#### DATA IN THIS EXERCISE ####
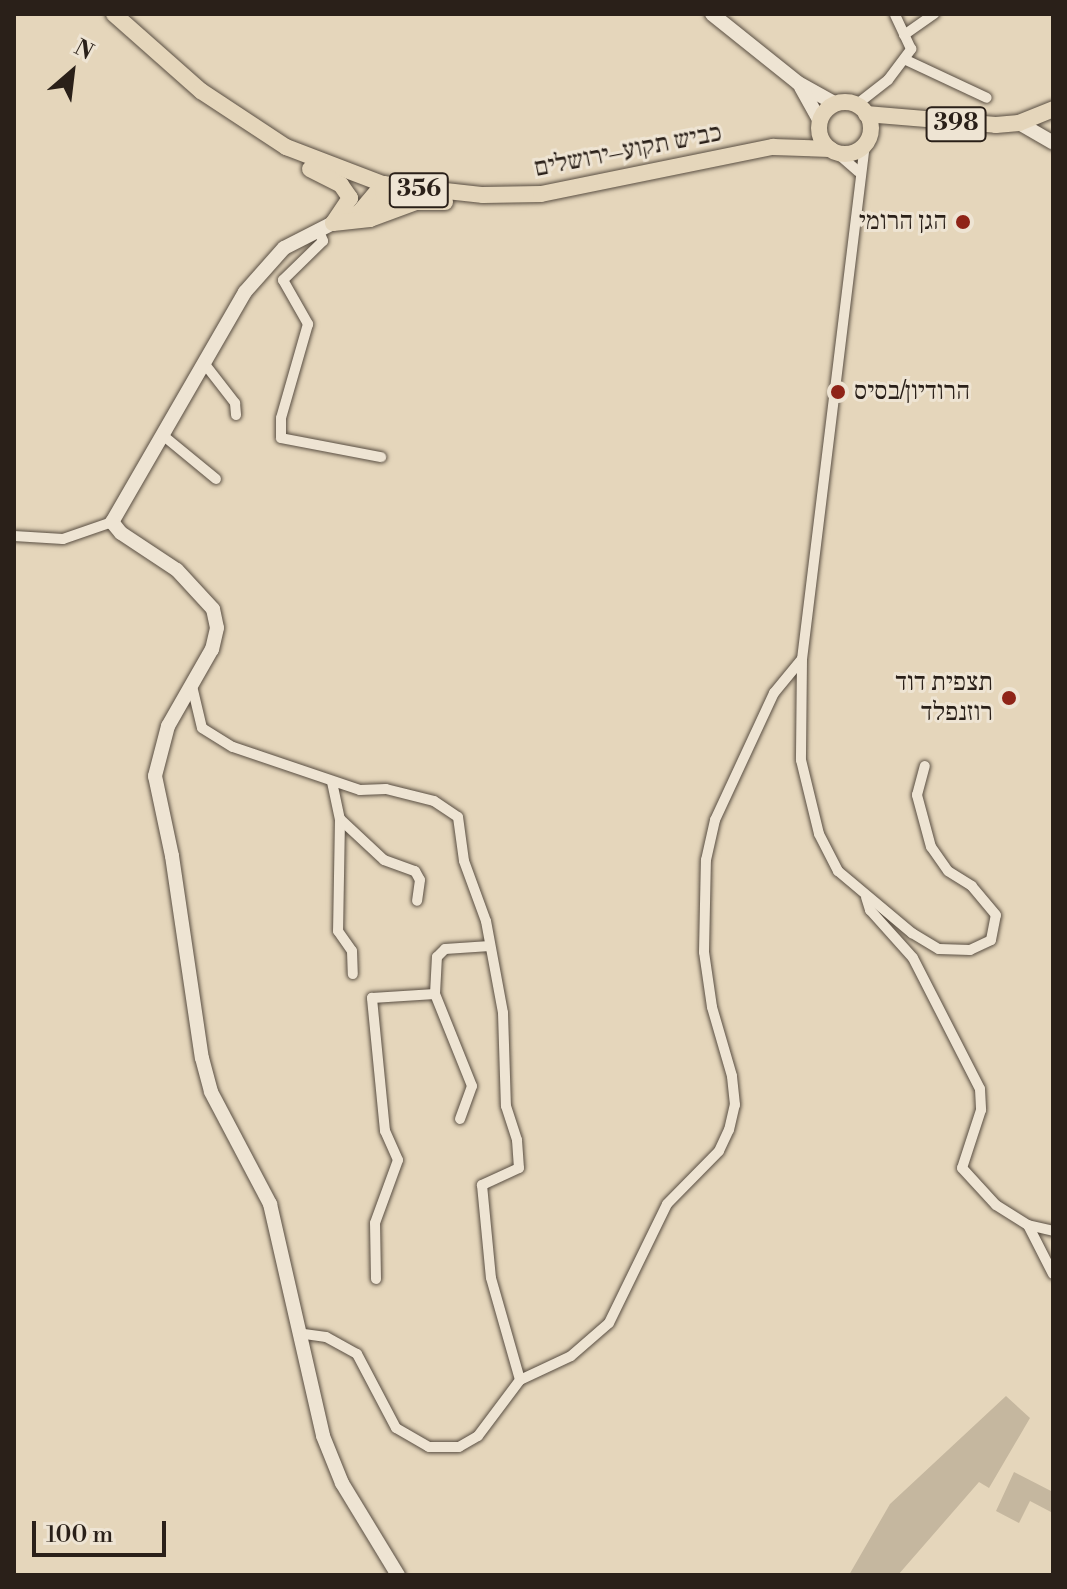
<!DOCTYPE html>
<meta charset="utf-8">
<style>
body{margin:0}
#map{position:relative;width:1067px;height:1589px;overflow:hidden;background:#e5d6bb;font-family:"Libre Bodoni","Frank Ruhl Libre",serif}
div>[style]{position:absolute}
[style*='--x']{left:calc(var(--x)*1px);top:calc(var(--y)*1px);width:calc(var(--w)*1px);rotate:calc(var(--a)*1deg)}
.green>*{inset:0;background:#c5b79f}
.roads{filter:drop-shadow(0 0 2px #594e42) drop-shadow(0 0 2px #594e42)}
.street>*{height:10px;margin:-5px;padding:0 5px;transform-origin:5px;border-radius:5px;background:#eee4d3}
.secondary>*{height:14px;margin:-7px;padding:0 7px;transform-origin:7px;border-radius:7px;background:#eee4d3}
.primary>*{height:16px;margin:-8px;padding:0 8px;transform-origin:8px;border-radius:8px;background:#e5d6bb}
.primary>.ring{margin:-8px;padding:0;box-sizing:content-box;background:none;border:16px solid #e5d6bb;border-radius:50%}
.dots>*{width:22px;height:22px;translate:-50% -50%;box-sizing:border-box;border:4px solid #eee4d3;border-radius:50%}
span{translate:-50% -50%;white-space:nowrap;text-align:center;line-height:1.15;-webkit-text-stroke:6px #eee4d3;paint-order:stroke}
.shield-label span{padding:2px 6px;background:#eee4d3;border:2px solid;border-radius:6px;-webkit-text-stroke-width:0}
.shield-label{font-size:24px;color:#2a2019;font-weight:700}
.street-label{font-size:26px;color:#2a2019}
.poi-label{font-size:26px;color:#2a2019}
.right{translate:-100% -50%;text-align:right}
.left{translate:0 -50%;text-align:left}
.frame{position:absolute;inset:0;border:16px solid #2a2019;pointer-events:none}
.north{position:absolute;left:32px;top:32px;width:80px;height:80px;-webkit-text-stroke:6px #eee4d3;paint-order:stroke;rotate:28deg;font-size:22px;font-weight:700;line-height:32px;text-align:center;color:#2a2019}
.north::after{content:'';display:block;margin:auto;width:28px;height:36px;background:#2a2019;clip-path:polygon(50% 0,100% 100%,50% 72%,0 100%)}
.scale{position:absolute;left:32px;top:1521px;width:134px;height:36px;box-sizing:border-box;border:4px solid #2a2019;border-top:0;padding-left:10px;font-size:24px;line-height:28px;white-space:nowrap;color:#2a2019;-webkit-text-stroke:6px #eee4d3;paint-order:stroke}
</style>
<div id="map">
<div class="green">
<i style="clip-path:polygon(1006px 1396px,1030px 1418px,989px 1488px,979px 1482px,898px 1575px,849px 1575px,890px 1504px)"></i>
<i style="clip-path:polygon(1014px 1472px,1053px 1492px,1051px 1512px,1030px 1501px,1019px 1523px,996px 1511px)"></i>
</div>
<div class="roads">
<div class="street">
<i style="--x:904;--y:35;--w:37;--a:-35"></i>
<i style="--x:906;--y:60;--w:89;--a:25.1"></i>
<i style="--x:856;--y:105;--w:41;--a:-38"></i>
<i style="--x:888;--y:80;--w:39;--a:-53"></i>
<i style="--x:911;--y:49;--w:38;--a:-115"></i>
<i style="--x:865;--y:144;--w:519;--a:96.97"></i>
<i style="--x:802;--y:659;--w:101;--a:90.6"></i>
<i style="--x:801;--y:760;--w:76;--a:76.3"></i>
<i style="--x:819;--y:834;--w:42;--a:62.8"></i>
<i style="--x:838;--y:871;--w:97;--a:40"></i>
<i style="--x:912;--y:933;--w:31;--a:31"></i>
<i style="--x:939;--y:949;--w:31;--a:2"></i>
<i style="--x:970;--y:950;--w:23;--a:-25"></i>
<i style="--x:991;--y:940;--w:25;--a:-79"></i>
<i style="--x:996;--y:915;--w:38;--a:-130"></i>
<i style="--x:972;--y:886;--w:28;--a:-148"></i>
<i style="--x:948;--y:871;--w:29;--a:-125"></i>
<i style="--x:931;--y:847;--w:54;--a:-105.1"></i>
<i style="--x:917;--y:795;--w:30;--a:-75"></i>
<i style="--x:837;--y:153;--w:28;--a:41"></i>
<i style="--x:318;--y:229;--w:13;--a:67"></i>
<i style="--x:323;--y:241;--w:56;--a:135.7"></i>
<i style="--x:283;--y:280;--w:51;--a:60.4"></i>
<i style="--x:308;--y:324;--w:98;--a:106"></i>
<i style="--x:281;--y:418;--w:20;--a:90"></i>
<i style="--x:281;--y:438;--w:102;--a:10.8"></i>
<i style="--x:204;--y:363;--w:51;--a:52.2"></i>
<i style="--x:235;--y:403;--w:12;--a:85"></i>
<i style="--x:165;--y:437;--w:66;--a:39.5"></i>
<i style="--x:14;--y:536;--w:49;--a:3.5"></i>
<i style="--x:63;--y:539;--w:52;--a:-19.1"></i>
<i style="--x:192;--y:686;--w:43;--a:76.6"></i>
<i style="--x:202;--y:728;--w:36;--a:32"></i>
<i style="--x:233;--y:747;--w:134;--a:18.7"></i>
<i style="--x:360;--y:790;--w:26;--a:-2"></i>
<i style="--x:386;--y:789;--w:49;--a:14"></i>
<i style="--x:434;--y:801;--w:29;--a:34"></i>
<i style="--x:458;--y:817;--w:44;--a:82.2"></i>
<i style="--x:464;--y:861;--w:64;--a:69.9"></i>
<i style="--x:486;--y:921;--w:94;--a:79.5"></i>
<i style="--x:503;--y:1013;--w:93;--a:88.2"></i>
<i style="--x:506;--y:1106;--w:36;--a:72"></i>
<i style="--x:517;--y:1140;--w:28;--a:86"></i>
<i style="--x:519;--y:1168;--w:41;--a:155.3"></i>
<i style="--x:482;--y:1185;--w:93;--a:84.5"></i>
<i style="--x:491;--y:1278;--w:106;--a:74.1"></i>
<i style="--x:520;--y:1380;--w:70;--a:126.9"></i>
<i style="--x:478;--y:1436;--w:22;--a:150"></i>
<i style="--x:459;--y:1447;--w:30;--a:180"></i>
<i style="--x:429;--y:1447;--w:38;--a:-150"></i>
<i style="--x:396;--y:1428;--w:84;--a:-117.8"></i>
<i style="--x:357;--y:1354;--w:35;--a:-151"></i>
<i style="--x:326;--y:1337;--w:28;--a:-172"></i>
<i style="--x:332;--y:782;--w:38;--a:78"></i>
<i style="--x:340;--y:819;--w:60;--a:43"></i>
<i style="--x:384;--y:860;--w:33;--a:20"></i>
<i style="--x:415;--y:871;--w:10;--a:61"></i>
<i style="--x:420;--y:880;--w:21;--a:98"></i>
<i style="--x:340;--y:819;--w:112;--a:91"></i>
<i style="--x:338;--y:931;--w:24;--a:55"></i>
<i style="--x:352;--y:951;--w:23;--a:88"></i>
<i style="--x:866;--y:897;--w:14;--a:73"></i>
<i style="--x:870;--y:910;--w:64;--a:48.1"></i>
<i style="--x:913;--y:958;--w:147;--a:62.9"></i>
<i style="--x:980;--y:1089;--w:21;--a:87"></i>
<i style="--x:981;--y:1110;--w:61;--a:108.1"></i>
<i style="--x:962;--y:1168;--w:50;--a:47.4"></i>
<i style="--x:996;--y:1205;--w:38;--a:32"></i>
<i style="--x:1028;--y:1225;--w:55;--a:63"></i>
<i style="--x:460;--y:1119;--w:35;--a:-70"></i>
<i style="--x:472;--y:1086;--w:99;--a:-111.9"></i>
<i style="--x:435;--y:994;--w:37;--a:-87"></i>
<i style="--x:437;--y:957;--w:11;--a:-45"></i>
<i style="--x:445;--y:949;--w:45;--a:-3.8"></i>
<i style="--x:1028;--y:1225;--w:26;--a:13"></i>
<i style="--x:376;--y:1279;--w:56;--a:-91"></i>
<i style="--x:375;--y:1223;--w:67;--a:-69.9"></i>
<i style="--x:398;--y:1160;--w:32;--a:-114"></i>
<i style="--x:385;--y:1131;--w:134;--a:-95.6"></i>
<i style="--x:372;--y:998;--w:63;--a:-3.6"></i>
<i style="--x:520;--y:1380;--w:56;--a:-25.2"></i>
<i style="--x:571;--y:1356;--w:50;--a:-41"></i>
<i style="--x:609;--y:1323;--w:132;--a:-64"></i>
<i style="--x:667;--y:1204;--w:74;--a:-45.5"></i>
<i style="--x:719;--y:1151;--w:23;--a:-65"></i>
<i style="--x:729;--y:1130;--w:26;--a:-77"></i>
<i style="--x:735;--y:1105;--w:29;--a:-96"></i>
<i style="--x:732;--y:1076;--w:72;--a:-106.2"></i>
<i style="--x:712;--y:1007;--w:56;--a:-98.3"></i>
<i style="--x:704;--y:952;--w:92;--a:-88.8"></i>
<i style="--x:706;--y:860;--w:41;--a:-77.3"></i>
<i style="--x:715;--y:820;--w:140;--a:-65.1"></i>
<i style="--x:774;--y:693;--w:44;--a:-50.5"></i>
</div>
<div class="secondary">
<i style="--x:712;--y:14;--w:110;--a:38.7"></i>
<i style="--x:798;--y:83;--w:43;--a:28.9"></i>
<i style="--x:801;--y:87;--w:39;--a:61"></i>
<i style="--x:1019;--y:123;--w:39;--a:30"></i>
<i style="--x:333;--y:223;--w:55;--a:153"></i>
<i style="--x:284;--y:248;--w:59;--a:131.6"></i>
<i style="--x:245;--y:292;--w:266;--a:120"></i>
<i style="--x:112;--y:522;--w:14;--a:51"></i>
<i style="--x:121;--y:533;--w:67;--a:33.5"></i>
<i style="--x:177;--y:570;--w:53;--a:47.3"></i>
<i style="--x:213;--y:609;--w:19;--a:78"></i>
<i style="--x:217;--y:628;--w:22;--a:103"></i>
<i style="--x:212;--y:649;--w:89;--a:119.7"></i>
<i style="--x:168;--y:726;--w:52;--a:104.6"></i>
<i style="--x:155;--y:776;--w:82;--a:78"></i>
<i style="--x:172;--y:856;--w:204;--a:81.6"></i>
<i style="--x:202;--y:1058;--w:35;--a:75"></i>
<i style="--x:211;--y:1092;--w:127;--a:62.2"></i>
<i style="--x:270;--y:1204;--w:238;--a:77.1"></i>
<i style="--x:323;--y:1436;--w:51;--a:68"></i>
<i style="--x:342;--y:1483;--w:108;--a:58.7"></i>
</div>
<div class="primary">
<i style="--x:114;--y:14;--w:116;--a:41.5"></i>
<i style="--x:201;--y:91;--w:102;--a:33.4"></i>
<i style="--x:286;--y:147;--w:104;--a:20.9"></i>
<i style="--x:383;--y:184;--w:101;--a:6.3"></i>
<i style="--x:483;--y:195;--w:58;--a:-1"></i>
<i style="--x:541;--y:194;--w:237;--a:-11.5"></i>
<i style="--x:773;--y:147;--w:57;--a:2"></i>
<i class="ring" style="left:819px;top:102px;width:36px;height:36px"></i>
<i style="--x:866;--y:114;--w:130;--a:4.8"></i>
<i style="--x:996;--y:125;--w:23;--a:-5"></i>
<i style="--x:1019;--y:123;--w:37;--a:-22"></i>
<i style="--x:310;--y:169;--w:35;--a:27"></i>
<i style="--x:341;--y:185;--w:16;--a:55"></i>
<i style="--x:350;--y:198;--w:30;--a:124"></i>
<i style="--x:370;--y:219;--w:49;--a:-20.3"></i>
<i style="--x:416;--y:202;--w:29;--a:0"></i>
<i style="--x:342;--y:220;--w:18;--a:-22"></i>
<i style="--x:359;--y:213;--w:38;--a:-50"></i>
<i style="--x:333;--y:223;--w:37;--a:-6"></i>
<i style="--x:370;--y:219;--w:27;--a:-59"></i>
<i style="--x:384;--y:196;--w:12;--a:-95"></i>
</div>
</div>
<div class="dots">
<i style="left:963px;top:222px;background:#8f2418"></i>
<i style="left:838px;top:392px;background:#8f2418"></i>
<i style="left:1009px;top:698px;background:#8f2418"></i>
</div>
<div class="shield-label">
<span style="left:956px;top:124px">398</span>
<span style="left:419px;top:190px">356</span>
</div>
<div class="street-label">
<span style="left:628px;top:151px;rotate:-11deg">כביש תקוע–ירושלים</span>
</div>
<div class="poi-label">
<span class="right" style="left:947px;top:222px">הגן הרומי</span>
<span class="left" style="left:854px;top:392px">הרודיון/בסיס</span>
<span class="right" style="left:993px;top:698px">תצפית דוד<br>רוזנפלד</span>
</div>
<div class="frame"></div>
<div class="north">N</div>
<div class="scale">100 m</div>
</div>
####
### PROBLEM REQUIREMENTS
In the entries above, find every line with the word "street" and list it.

### RESULT OF THIS TASK
.street>*{height:10px;margin:-5px;padding:0 5px;transform-origin:5px;border-radius:5px;background:#eee4d3}
.street-label{font-size:26px;color:#2a2019}
<div class="street">
<div class="street-label">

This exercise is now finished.